As I had occasion to remark in a review of scientific statements (sic) written by historian Nicolotti in his latest book, “To mitigate the consequences of this know-it-all attitude, one must be aware that Science is not democratic, in the sense that not all scientific opinions hold the same value. To express sensible opinions, it is required professional skill and years of study and practice. To each their own job, indeed.”
To conclude, here are my answers to Dan’s questions, based on scientific literature and experiments done directly on the Shroud.

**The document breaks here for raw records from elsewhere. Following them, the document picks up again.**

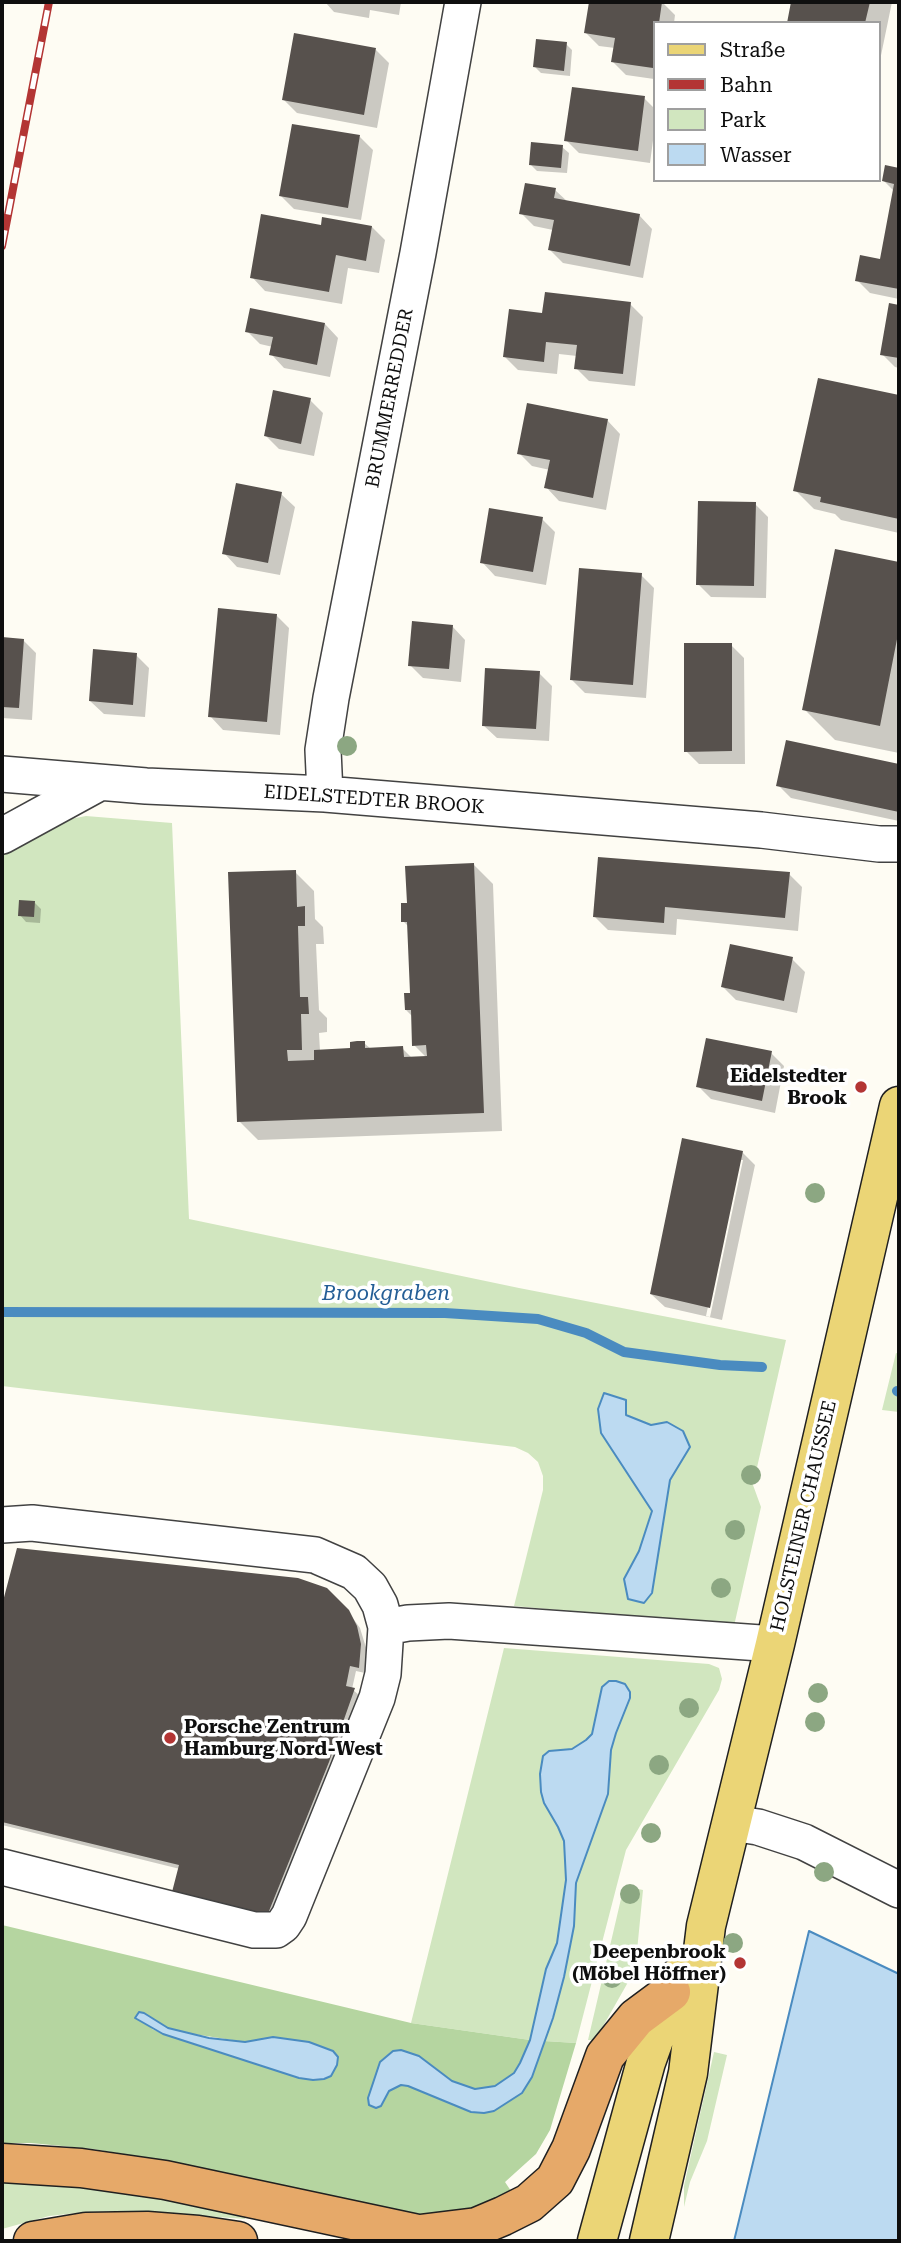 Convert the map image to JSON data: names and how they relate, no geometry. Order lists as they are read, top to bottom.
{
  "streets": {
    "main road": ["HOLSTEINER CHAUSSEE"],
    "street": ["BRUMMERREDDER", "EIDELSTEDTER BROOK"]
  },
  "crossings": [
    ["BRUMMERREDDER", "EIDELSTEDTER BROOK"]
  ],
  "water": ["Brookgraben"],
  "places": ["Eidelstedter Brook", "Porsche Zentrum Hamburg Nord-West", "Deepenbrook (Möbel Höffner)"],
  "legend": [
    "Straße",
    "Bahn",
    "Park",
    "Wasser"
  ]
} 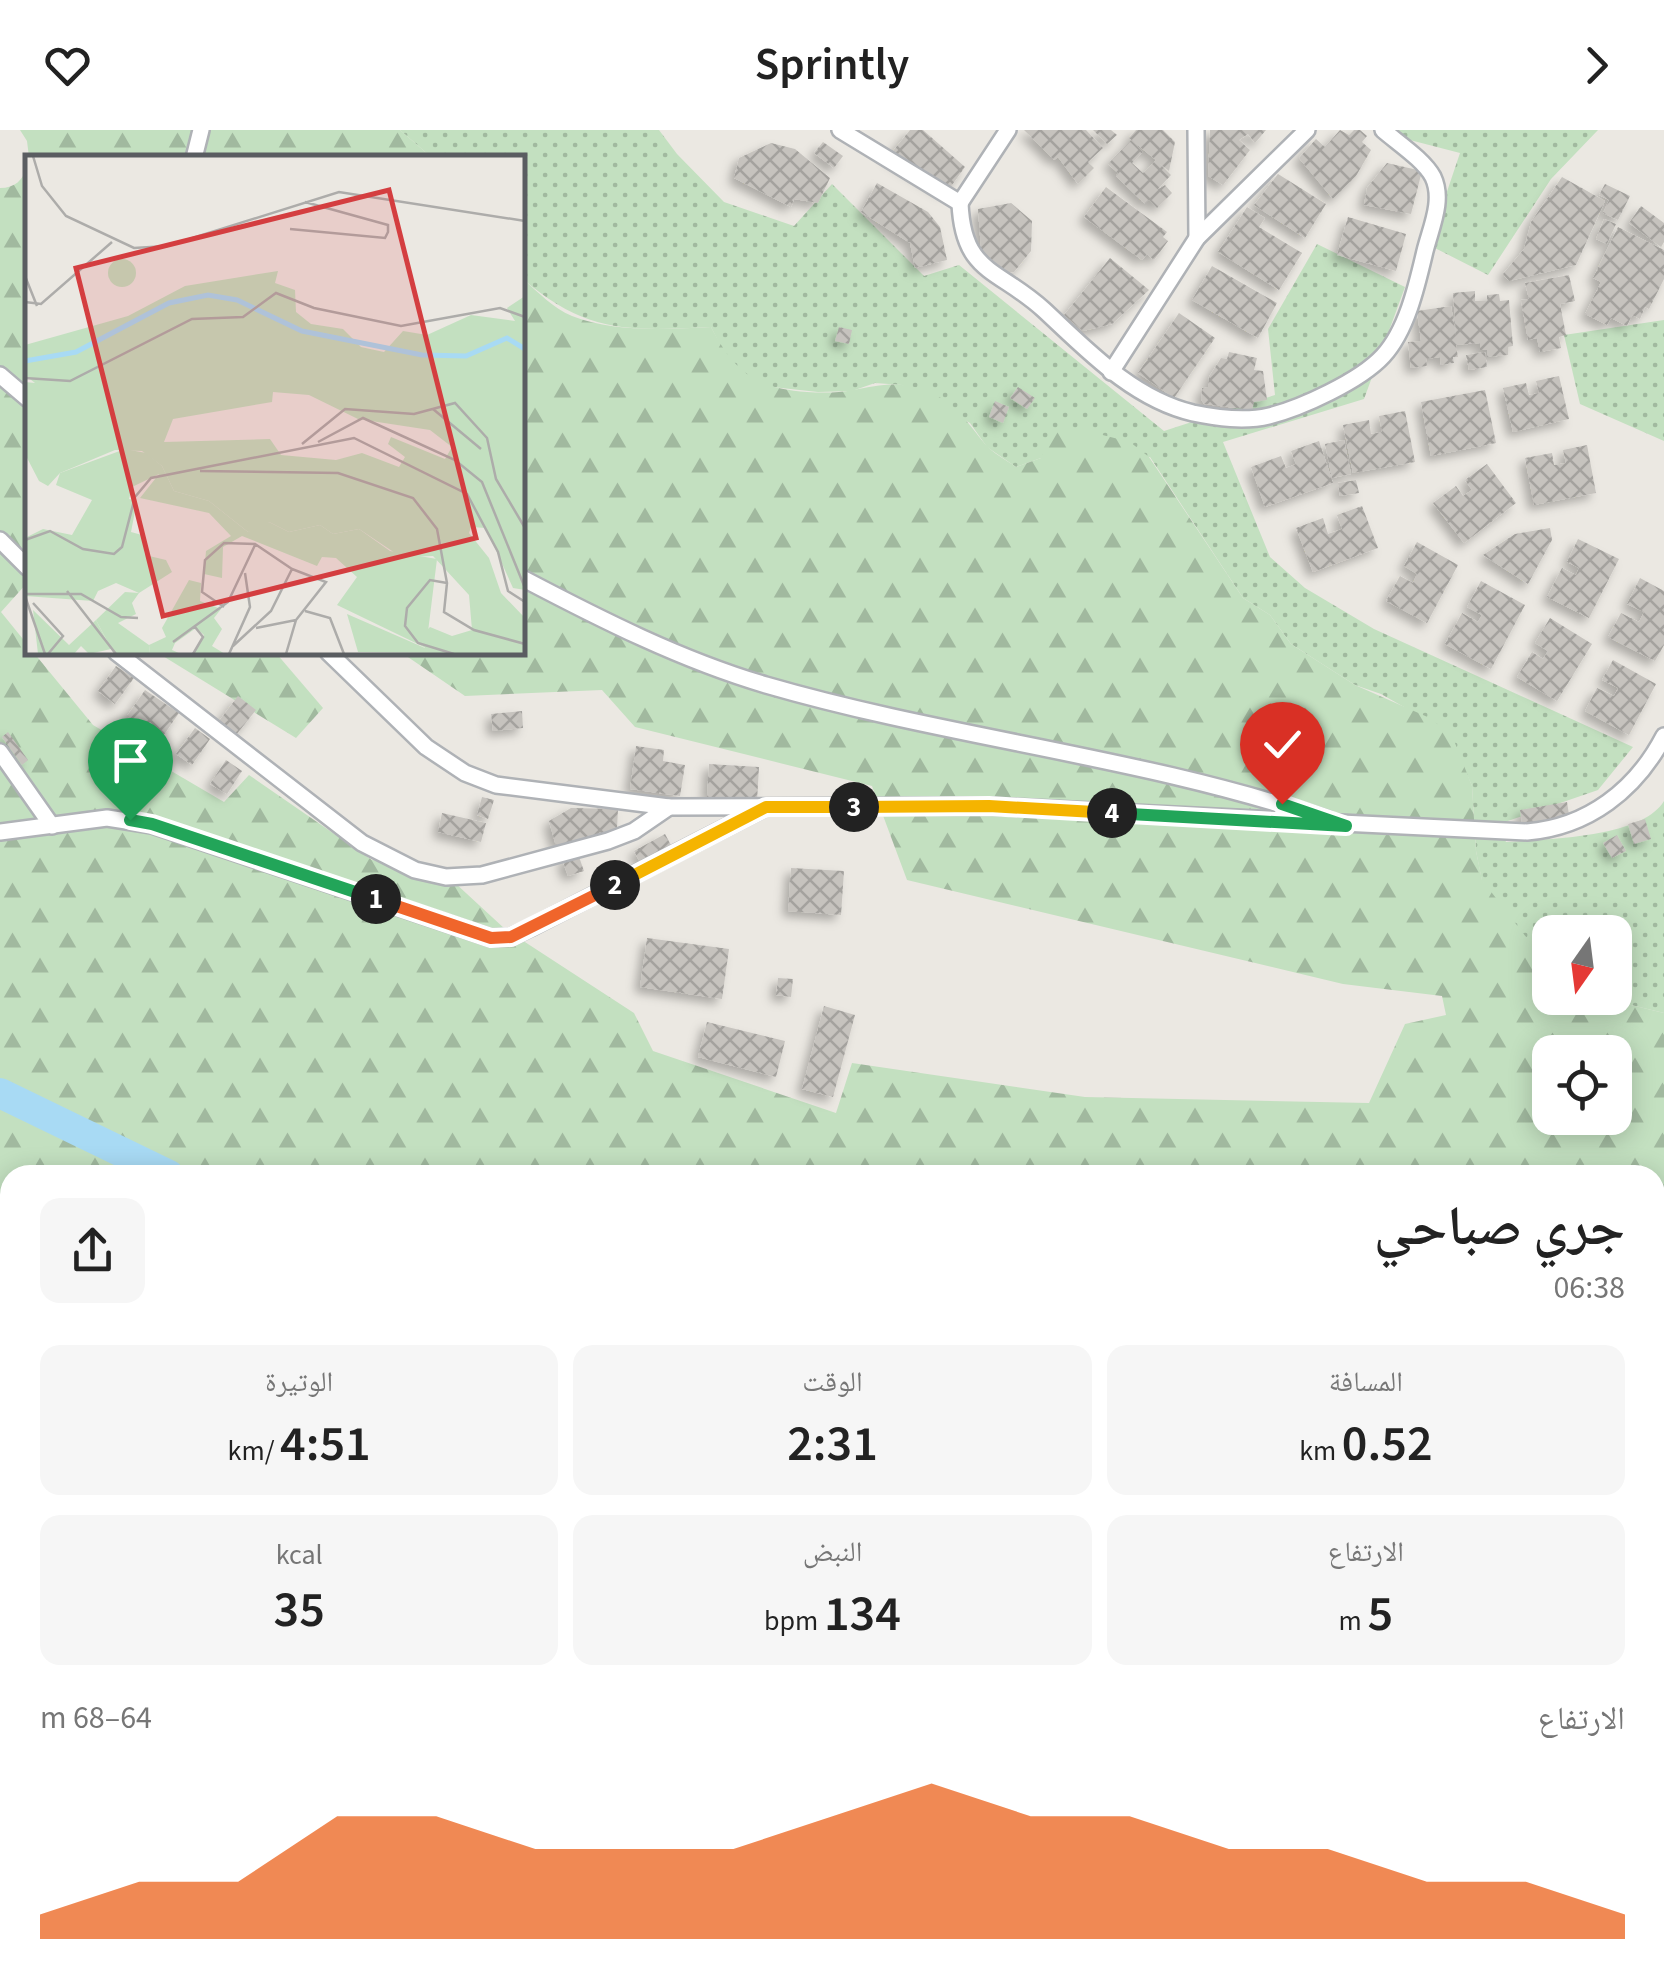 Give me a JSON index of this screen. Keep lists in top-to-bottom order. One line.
{"north":"bottom","page":{"header":"Sprintly","pins":["3","4","2","1"],"heading":["جري صباحي","06:38"],"stats":[["المسافة","0.52 km"],["الوقت","2:31"],["الوتيرة","4:51 /km"],["الارتفاع","5 m"],["النبض","134 bpm"],["kcal","35"]],"chart":["الارتفاع","64–68 m"]}} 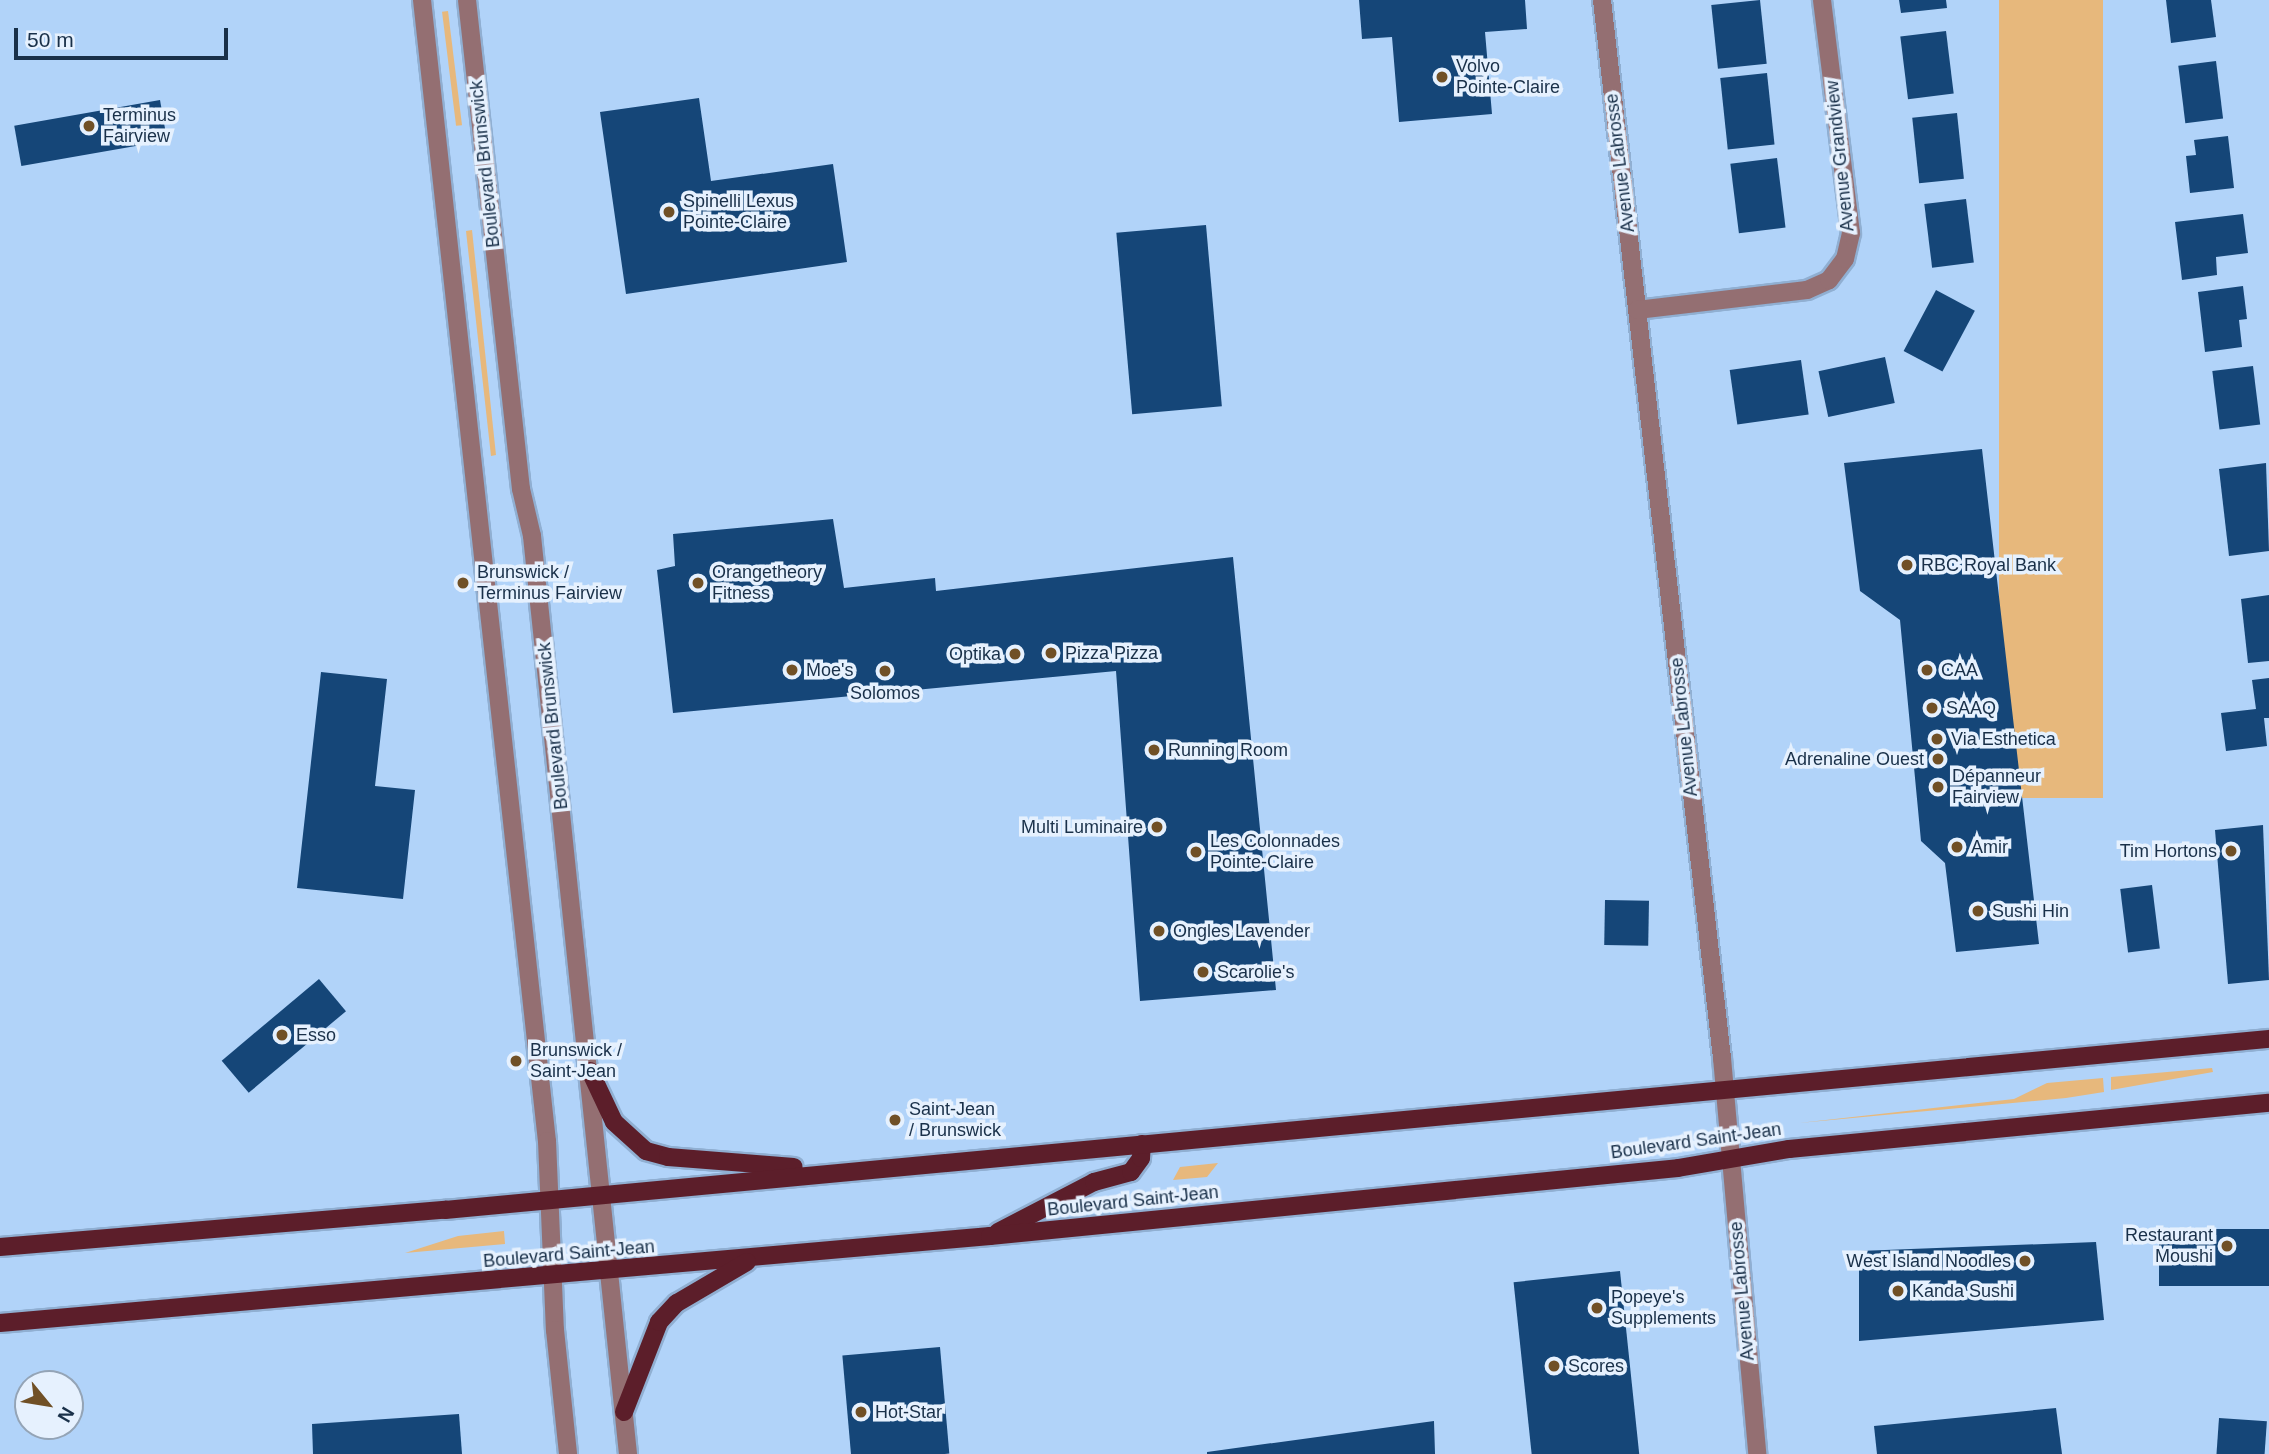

Is the chromophore simply discoloration?
Yes, at the moment the available data show the most plausible explanation of the Shroud image color is the generation of a chromophore (double bonds C=C and C=O) on linen cellulose. See the papers by Heller Adler “A chemical investigation of the Shroud of Turin”, Canadian Society of Forensic Science Journal vol. 14, pp. 81-103 (1981)
L.A. Schwalbe, R.N. Rogers: “Physics and chemistry of the Shroud of Turin, a summary of the 1978 investigation” Analytica Chimica Acta 135, 3-49 (1982).
E.J. Jumper, A.D. Adler, J.P. Jackson, S.F. Pellicori, J.H. Heller, and J.R. Druzik, “A comprehensive examination of the various stains and images on the Shroud of Turin”, Archaeological Chemistry III: ACS Advances in Chemistry 205 (American Chemical Society, Washington, 1984), pp. 447-476.
Is accelerated dehydration and oxidation of the fibers the best way or even the right way to describe it?
Yes, it is the best way to describe it the yellowing of the cellulose molecules. That this is the “right” and definitive explanation can never be said in science. We can say that it is the best explanation based on the available experimental data, see the paper by Heller Adler quoted above.
Is it true the image affects only the cloth’s top two microfibers?
Based on STuRP and subsequent samplings, the answer is yes. But to be more sure, one would need to have a statistic of many additional fibers distributed over the entire image.
Finally, I cannot agree with the final sentence of Dan’s post: “The short, so often cited page called, STURP’s 1981 Summary is a problem. It’s a problem for skeptics and authenticists alike. More work needs to be done before we can call the chemical nature of the chromophore a fact.”
In fact, the STuRP summary was the “translation” made to be understood by journalists of an extreme summary of dozens of articles already published in scientific journals. Obviously, in the summary some important things are lost, but the fault lies not with the STuRP scientists, rather with the journalists who do not know the basics of chemistry, physics, biology but quietly talk about them as if they were experts. If one wishes to “call the chemical nature of the chromophore a fact” he/she has to study basics of chemistry and physics of materials, and then read the above quoted papers. Most questions find an answer (or partial answer) in the STuRP papers.
I am reminded of an aphorism attributed to Einstein in 1933: Everything should be made as simple as possible, but not simpler.